* [Exercise]:
Return each line of the records below that contains the word "street".

* [Input data]:
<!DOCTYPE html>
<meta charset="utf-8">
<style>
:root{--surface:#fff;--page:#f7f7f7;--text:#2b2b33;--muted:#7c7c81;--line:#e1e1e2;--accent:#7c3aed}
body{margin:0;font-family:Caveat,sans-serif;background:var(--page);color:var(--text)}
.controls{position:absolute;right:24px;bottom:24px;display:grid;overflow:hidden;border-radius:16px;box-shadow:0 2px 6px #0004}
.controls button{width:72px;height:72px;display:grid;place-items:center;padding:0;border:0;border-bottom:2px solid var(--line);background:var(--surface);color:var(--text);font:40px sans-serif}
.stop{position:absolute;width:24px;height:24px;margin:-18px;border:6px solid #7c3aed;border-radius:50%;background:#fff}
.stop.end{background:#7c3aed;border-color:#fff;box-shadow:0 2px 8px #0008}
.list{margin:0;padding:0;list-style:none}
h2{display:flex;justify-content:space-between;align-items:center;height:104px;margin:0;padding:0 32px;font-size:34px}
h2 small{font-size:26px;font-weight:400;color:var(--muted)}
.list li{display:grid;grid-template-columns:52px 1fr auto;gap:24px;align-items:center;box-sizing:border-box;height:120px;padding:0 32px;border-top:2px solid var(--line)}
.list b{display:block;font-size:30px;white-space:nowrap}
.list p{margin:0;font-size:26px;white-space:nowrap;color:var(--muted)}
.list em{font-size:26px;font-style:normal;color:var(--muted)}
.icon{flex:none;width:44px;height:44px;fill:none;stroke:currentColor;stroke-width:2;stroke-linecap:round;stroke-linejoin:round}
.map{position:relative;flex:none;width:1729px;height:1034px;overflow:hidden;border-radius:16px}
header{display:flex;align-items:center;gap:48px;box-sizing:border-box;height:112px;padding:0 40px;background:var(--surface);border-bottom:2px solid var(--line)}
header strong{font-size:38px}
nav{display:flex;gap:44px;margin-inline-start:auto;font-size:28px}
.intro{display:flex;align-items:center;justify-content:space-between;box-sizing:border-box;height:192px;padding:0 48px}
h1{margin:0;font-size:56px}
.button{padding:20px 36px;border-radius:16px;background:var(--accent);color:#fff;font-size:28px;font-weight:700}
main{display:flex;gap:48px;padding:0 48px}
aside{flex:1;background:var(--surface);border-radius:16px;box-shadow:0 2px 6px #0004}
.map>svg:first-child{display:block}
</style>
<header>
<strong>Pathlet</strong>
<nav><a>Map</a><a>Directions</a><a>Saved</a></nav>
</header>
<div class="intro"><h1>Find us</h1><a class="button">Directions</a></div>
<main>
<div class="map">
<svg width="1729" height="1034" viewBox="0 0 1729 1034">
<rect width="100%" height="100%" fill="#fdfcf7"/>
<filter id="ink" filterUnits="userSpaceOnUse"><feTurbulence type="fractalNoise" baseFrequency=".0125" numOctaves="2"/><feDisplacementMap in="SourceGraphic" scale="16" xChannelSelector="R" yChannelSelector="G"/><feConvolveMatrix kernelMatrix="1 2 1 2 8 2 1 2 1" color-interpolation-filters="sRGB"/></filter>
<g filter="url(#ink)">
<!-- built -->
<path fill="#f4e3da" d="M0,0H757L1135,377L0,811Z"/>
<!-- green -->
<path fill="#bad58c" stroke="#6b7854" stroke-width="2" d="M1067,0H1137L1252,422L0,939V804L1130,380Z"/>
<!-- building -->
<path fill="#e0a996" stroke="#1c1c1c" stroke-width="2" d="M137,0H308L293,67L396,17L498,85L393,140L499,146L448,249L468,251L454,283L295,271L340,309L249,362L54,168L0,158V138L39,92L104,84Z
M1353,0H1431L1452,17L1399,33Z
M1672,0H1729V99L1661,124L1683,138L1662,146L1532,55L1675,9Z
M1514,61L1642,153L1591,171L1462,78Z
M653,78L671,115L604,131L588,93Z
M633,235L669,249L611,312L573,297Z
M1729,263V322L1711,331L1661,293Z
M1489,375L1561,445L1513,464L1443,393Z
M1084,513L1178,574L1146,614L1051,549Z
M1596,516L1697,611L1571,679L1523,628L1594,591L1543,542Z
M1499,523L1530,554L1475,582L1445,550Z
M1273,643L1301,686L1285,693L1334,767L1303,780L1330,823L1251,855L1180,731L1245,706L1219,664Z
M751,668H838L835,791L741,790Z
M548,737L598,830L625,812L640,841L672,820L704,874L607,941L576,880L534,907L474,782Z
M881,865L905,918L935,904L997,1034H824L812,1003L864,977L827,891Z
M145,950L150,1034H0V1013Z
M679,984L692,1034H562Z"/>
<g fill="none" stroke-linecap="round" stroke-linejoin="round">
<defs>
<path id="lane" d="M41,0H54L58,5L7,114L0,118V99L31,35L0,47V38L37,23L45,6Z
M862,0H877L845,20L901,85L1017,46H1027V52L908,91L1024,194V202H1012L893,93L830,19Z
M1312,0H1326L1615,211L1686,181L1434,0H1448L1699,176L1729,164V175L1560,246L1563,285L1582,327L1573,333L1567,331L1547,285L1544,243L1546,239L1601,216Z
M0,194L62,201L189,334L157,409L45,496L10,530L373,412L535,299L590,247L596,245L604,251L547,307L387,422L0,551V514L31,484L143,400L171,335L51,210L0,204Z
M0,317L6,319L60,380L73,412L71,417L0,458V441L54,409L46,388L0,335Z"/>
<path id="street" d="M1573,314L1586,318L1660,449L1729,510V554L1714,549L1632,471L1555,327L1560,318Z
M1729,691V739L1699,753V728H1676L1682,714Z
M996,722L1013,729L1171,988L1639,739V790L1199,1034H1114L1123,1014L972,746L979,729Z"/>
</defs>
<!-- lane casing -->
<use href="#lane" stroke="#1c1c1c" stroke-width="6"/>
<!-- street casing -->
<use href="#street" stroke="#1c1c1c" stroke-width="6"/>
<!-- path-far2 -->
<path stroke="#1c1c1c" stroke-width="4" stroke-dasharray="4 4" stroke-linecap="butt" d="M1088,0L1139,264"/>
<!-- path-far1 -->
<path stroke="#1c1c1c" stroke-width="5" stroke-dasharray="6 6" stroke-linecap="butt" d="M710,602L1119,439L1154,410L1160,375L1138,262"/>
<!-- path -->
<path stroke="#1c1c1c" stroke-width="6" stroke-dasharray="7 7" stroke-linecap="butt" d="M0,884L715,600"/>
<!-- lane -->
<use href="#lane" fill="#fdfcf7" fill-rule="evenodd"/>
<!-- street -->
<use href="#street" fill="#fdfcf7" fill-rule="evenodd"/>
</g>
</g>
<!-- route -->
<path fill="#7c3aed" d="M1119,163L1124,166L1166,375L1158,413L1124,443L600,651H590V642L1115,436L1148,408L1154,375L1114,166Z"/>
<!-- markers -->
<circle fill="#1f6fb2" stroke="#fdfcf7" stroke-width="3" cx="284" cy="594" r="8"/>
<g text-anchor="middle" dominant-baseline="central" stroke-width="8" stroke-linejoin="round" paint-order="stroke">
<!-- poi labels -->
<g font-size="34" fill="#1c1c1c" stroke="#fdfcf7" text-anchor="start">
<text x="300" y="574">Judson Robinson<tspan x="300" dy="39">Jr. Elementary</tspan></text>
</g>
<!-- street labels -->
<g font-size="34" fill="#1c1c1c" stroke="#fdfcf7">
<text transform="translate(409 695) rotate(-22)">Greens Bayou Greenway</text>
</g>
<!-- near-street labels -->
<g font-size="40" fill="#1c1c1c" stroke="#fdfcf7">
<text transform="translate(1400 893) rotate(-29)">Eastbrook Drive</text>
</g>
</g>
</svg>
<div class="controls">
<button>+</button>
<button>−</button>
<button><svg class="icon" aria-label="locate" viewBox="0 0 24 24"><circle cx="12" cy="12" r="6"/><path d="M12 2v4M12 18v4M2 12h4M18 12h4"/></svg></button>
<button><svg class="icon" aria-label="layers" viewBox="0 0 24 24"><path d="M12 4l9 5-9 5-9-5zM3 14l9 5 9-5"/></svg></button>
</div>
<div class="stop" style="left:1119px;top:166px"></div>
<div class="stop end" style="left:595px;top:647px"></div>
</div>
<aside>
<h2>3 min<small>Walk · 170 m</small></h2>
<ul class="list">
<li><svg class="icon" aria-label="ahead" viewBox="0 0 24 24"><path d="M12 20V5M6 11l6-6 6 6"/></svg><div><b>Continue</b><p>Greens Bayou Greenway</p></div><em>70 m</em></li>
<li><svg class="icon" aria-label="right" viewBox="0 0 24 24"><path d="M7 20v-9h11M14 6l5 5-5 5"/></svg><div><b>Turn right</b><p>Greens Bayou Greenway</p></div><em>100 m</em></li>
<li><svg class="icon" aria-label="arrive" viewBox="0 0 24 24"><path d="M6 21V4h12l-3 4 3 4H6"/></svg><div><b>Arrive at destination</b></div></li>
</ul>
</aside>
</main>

* [Reply to the task]:
<path id="street" d="M1573,314L1586,318L1660,449L1729,510V554L1714,549L1632,471L1555,327L1560,318Z
<!-- street casing -->
<use href="#street" stroke="#1c1c1c" stroke-width="6"/>
<!-- street -->
<use href="#street" fill="#fdfcf7" fill-rule="evenodd"/>
<!-- street labels -->
<!-- near-street labels -->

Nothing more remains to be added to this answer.